Implementation guidelines

[All Actors]
1. Perform regular security assessments of all AI-related third-party vendors, tools, datasets, APIs, and managed services to identify data security risks.

2. Evaluate whether third-party entities follow secure data handling practices, including encryption, access controls, and data minimization.

3. Require contractual commitments from vendors regarding data protection, breach notification, and secure disposal of data assets.

4. Validate how data is transmitted, processed, and stored across the AI supply chain to ensure confidentiality and integrity.

5. Maintain a central inventory of all suppliers involved in data ingestion, labeling, model training, or hosting, and categorize them based on risk exposure.

Auditing guidelines

1. Verify the CSP has a formal process to assess supply chain data security, covering cloud infrastructure (e.g., IAM, virtualization) and AI components (e.g., GPU clusters, object storage, orchestration tools).

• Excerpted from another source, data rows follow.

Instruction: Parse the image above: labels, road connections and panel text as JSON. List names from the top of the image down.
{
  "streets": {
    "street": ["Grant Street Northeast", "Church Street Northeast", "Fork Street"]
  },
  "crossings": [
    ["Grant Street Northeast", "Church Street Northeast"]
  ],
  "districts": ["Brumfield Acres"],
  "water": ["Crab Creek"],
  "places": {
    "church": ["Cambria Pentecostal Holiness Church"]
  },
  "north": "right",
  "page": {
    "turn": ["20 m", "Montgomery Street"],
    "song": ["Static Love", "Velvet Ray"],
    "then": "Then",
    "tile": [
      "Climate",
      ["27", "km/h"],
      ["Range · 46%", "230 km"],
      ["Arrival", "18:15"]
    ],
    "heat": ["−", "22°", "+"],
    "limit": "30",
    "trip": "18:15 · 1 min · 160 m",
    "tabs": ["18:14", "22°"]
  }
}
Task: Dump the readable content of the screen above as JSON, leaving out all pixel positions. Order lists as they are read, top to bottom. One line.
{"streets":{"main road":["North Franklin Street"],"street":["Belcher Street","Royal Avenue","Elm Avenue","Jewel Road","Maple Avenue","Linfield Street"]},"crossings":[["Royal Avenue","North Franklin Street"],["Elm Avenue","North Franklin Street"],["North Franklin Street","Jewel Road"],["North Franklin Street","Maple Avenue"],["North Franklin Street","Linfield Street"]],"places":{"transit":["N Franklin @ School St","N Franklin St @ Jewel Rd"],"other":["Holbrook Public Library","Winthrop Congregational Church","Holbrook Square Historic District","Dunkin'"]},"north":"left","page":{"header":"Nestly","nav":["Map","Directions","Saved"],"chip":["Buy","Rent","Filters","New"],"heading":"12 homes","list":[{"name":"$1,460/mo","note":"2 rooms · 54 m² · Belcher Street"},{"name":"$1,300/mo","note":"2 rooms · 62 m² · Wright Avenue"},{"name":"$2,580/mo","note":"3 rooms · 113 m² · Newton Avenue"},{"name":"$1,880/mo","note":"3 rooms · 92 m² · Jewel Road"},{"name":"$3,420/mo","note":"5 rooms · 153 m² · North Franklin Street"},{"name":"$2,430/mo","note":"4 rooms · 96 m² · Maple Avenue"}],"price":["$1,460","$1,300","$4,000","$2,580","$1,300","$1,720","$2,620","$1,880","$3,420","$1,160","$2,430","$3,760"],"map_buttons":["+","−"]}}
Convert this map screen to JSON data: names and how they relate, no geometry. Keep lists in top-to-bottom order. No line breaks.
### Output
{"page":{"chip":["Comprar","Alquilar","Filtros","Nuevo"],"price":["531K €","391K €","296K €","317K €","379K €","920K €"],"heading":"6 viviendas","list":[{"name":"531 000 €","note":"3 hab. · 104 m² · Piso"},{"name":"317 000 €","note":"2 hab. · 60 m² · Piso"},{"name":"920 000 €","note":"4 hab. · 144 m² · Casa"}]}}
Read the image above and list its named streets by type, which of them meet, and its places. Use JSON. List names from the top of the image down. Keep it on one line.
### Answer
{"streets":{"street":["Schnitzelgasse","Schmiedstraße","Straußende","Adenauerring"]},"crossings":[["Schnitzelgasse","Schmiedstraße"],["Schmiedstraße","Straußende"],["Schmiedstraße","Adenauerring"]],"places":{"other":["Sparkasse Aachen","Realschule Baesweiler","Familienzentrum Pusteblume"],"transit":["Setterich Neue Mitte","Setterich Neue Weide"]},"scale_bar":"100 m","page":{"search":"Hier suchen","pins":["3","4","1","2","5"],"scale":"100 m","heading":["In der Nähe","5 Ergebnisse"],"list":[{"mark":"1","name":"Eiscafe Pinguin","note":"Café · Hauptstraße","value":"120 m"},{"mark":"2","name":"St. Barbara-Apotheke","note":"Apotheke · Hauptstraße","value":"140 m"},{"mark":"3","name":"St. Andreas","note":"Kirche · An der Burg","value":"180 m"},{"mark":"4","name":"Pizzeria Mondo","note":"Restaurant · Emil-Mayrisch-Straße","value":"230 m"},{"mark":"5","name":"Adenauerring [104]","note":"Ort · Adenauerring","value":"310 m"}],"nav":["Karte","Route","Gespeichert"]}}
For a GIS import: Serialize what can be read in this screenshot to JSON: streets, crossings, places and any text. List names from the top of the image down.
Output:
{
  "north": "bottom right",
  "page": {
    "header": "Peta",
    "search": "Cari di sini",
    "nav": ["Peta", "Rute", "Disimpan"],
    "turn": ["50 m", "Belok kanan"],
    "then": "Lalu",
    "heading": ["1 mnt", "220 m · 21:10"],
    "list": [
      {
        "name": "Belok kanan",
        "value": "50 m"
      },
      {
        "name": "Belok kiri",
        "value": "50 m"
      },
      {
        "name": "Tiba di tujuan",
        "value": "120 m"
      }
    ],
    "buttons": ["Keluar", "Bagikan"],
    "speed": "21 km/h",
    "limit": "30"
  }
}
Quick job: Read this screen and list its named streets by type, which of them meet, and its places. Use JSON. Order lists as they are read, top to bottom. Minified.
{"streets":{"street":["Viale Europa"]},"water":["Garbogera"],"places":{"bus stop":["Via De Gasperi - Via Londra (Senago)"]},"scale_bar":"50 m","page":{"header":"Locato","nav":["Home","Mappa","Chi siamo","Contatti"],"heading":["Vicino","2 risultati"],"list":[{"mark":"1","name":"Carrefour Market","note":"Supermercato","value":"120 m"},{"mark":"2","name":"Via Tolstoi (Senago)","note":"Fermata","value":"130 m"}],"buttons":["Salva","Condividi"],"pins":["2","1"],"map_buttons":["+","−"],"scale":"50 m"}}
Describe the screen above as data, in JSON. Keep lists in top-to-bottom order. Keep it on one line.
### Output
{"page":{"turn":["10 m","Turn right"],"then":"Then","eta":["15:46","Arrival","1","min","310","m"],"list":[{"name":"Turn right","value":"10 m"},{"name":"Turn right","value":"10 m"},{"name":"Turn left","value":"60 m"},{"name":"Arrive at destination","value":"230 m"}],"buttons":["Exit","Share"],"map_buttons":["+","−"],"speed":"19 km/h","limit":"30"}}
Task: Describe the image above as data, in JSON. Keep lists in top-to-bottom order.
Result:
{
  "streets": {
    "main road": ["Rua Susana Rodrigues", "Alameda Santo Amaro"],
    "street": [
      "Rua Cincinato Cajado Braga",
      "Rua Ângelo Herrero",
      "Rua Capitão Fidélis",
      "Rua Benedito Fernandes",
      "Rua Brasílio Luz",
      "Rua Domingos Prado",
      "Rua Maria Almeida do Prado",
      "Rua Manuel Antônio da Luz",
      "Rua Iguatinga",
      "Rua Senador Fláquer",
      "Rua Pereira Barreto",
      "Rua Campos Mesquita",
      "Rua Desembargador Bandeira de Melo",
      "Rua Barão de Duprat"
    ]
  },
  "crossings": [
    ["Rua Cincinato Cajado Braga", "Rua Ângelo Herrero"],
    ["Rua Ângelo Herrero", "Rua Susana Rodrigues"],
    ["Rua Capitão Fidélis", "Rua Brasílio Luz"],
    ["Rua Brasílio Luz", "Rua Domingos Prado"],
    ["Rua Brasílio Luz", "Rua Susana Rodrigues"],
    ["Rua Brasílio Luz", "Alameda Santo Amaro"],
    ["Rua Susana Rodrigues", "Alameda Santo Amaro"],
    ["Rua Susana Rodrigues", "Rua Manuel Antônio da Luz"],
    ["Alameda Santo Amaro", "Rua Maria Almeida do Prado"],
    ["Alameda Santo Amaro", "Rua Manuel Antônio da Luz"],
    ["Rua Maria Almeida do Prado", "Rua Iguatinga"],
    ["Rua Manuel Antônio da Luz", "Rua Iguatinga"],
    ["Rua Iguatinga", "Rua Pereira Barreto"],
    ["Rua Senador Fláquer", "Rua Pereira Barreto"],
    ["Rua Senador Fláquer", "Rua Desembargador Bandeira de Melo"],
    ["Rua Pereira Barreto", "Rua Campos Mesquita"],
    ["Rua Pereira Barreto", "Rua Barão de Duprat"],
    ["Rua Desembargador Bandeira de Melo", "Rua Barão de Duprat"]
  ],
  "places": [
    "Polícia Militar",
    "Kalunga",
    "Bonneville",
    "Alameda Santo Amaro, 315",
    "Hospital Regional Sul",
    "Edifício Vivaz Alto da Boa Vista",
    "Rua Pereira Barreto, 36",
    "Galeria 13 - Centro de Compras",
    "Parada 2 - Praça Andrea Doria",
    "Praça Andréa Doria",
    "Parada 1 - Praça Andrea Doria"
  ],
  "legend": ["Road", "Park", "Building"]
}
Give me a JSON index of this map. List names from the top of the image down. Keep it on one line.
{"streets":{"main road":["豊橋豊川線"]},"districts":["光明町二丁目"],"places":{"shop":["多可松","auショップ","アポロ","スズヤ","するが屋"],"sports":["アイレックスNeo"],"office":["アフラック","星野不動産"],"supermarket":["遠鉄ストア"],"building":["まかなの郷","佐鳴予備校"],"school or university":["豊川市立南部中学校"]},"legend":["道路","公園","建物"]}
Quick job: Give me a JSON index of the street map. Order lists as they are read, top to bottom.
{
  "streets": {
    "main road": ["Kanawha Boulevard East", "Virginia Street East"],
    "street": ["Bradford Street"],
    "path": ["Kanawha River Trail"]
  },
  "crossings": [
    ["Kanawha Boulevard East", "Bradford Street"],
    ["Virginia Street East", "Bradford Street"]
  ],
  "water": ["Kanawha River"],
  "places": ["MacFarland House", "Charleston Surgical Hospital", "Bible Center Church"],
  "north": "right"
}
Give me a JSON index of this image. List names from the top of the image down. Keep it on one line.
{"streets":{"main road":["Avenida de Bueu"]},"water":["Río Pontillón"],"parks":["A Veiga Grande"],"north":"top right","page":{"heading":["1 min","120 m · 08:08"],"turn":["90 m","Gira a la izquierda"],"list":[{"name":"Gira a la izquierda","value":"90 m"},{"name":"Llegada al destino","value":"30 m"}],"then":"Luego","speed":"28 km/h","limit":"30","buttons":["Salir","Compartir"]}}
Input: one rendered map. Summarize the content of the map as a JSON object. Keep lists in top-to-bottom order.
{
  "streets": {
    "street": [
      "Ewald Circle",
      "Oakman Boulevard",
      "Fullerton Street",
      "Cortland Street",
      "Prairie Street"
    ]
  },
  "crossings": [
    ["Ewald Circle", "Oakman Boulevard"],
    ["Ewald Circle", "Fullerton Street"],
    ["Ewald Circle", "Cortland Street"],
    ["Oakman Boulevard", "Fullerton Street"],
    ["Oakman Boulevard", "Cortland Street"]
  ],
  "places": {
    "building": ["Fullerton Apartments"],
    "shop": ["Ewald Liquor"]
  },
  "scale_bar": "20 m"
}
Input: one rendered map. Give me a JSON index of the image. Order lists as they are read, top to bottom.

2. Investigate how the CSP addresses risks from third parties like hardware vendors (e.g., chipsets), software suppliers (e.g., container runtimes), and platforms supporting AI workloads (e.g., MLaaS).

3. Review procedures for managing risks from entities handling customer data (e.g., backup services) or supporting infrastructure (e.g., CDN, DNS).

4. Confirm regular security assessments are performed per policy, covering data confidentiality (e.g., encryption), infrastructure integrity (e.g., patching), and compliance (e.g., ISO 27001).

Standards mappings

ISO 42001No Gap
42001: A.2.3 Alignment with other organizational policies
42001: A.10.3 Suppliers
27001: A.5.19 Information security in supplier relationships
27001: A.5.21 Managing information security in the information and communication technology (ICT) supply chain
27001: A.5.23 Information security for use of cloud services
27002: 5.19 Information security in supplier relationships
27002: 5.21 Managing information security in the information and communication technology (ICT) supply chain
27002: 5.23 Information security for use of cloud services
Addendum

N/A

EU AI ActPartial Gap
Article 15
Article 17
Annex VII 5.3
Addendum

Require providers of AI systems (not necessarily only high-risk organizations) to define and implement a process for conducting periodic, risk-based security assessments of all third-party organizations in their supply chain. This process should be integrated into the quality and risk management systems, documented for oversight, and include clear scope and frequency guidelines.

NIST AI 600-1No Gap
GV-6.1-005
GV-6.1-006
Addendum

N/A

BSI AIC4No Gap
C4 SR-03
C4 SR-04
C5 SSO-04
Addendum

N/A

AI-CAIQ questions (1)

STA-15.1

Is a process for conducting periodic security assessments for all organizations within the supply chain defined and implemented?